## Objective

In my previous tutorial, I showed how to use `apply_rows` and `apply_chunks` methods in cuDF to implement customized data transformations. Under the hood, they are all using [Numba library](https://numba.pydata.org/) to compile the normal python code into GPU kernels. Numba is an excellent python library that accelerates the numerical computations. Most importantly, Numba has direct CUDA programming support. For detailed information, please check out this [Numba CUDA document](https://numba.pydata.org/numba-doc/dev/cuda/index.html). As we know, the underlying data structure of cuDF is a GPU version of Apache Arrow. We can directly pass the GPU array around without the copying operation. Once we have the nice Numba library and standard GPU array, the sky is the limit. In this tutorial, I will show how to use Numba CUDA to accelerate cuDF data transformation and how to step by step accelerate it using CUDA programming tricks. 

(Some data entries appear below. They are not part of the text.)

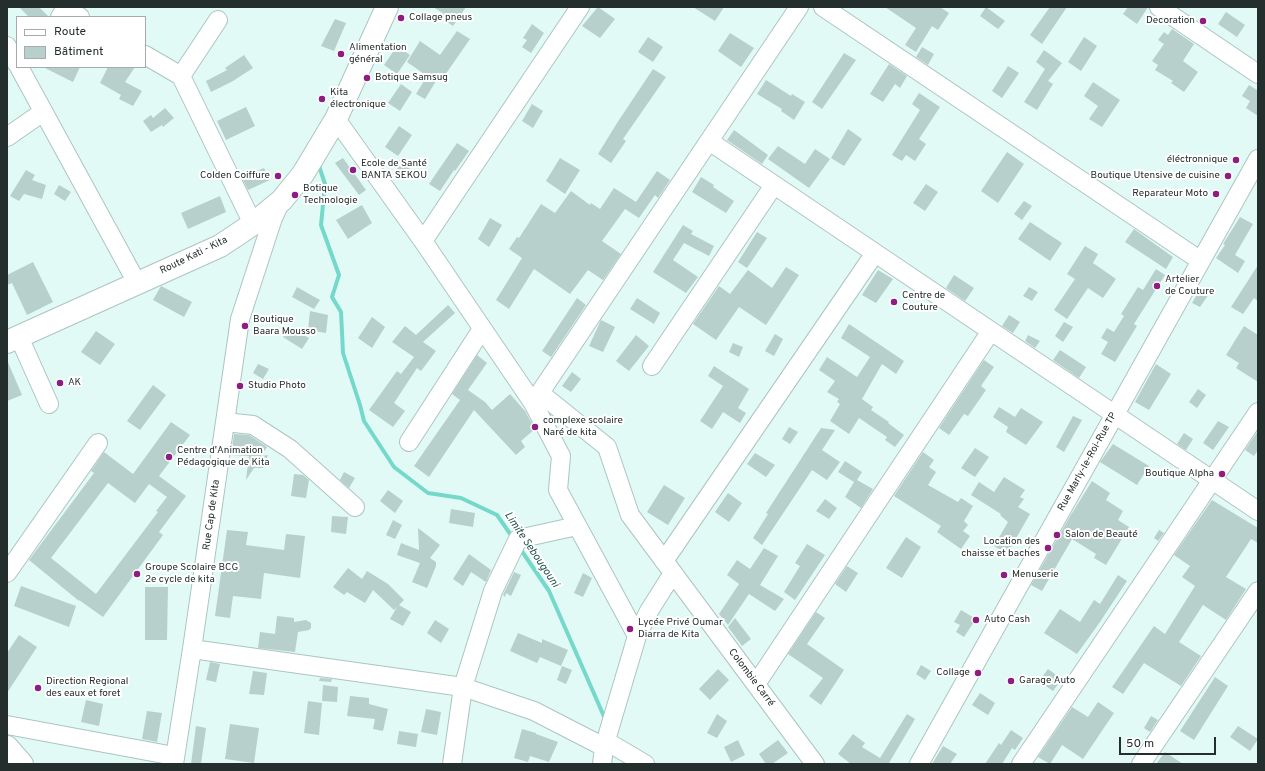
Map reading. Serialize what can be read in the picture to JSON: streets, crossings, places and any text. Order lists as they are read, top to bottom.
{
  "streets": {
    "main road": ["Route Kati - Kita"],
    "street": ["Rue Marly-le-Roi-Rue TP", "Rue Cap de Kita", "Colombie Carré"]
  },
  "crossings": [
    ["Route Kati - Kita", "Rue Cap de Kita"]
  ],
  "water": ["Limite Sebougouni"],
  "places": [
    "Collage pneus",
    "Decoration",
    "Alimentation général",
    "Botique Samsug",
    "Kita électronique",
    "éléctronnique",
    "Ecole de Santé BANTA SEKOU",
    "Colden Coiffure",
    "Boutique Utensive de cuisine",
    "Reparateur Moto",
    "Botique Technologie",
    "Artelier de Couture",
    "Centre de Couture",
    "Boutique Baara Mousso",
    "AK",
    "Studio Photo",
    "complexe scolaire Naré de kita",
    "Centre d'Animation Pédagogique de Kita",
    "Boutique Alpha",
    "Salon de Beauté",
    "Location des chaisse et baches",
    "Groupe Scolaire BCG 2e cycle de kita",
    "Menuserie",
    "Auto Cash",
    "Lycée Privé Oumar Diarra de Kita",
    "Collage",
    "Garage Auto",
    "Direction Regional des eaux et foret"
  ],
  "legend": ["Route", "Bâtiment"],
  "scale_bar": "50 m"
}
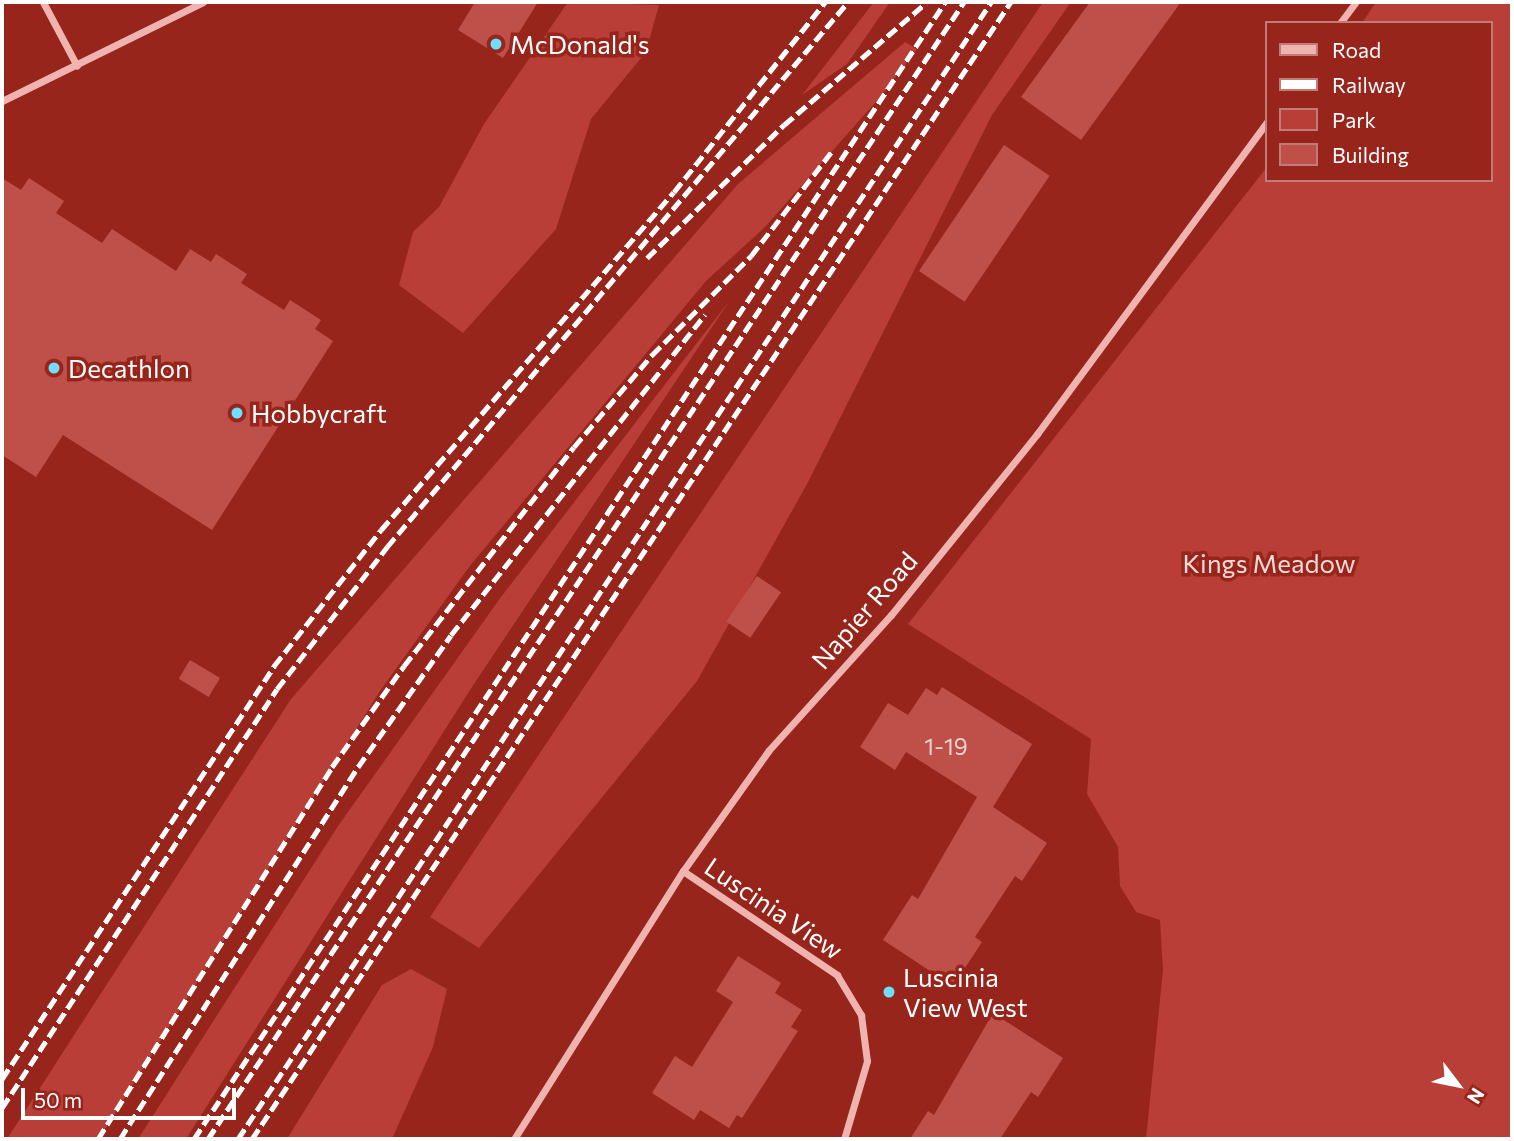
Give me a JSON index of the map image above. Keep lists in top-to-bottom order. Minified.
{"streets":{"street":["Napier Road","Luscinia View"]},"crossings":[["Napier Road","Luscinia View"]],"parks":["Kings Meadow"],"places":["McDonald's","Decathlon","Hobbycraft","Luscinia View West"],"house_numbers":["1-19"],"legend":["Road","Railway","Park","Building"],"scale_bar":"50 m","north":"bottom right"}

The following experiments are performed at DGX P100 node.

## A simple example
As usual, I am going to start with a simple example of doubling the numbers in an array:

In [1]:
import cudf
import numpy as np
from numba import cuda
 
array_len = 1000
number_of_threads = 128
number_of_blocks = (array_len + (number_of_threads - 1)) // number_of_threads
df = cudf.dataframe.DataFrame()
df['in'] = np.arange(array_len, dtype=np.float64)
 
 
@cuda.jit
def double_kernel(result, array_len):
    """
    double each element of the array
    """
    i = cuda.grid(1)
    if i < array_len:
        result[i] = result[i] * 2.0
 
 
before = df['in'].sum()
gpu_array = df['in'].to_gpu_array()
print(type(gpu_array))
double_kernel[(number_of_blocks,), (number_of_threads,)](gpu_array, array_len)
after = df['in'].sum()
assert(np.isclose(before * 2.0, after))

<class 'numba.cuda.cudadrv.devicearray.DeviceNDArray'>


AssertionError: 

From the output of this code, it shows the underlying GPU array is of type `numba.cuda.cudadrv.devicearray.DeviceNDArray`. We can directly pass it to the kernel function that is compiled by the `cuda.jit`. Because we passed in the reference, the effect of number transformation will automatically show up in the original cuDF Dataframe. Note we have to manually enter the block size and grid size, which gives us the maximum of GPU programming control. The `cuda.grid` is a convenient method to compute the absolute position for the threads. It is equivalent to the normal `block_id * block_dim + thread_id` formula.

## Practical example

### Baseline

We will work on the moving average problem as the last time. Because we have the full control of the grid and block size allocation, the vanilla moving average implementation code is much simpler compared to the `apply_chunks` implementation. 

In [2]:
%reset -f

In [3]:
import cudf
import numpy as np
import pandas as pd
from numba import cuda
import numba
import time
 
array_len = int(1e8)
average_window = 3000
number_of_threads = 128
number_of_blocks = (array_len + (number_of_threads - 1)) // number_of_threads
df = cudf.dataframe.DataFrame()
df['in'] = np.arange(array_len, dtype=np.float64)
df['out'] = np.arange(array_len, dtype=np.float64)
 
 
@cuda.jit
def kernel1(in_arr, out_arr, average_length, arr_len):
    s = numba.cuda.local.array(1, numba.float64)
    s[0] = 0.0
    i = cuda.grid(1)
    if i < arr_len:
        if i < average_length-1:
            out_arr[i] = np.inf
        else:
            for j in range(0, average_length):
                s[0] += in_arr[i-j]
            out_arr[i] = s[0] / np.float64(average_length)
 
 
gpu_in = df['in'].to_gpu_array()
gpu_out = df['out'].to_gpu_array()
start = time.time()
kernel1[(number_of_blocks,), (number_of_threads,)](gpu_in, gpu_out,
                                                   average_window, array_len)
cuda.synchronize()
end = time.time()
print('Numba with comipile time', end-start)
 
start = time.time()
kernel1[(number_of_blocks,), (number_of_threads,)](gpu_in, gpu_out,
                                                   average_window, array_len)
cuda.synchronize()
end = time.time()
print('Numba without comipile time', end-start)
 
pdf = pd.DataFrame()
pdf['in'] = np.arange(array_len, dtype=np.float64)
start = time.time()
pdf['out'] = pdf.rolling(average_window).mean()
end = time.time()
print('pandas time', end-start)
 
assert(np.isclose(pdf.out.as_matrix()[average_window:].mean(),
       df.out.to_array()[average_window:].mean()))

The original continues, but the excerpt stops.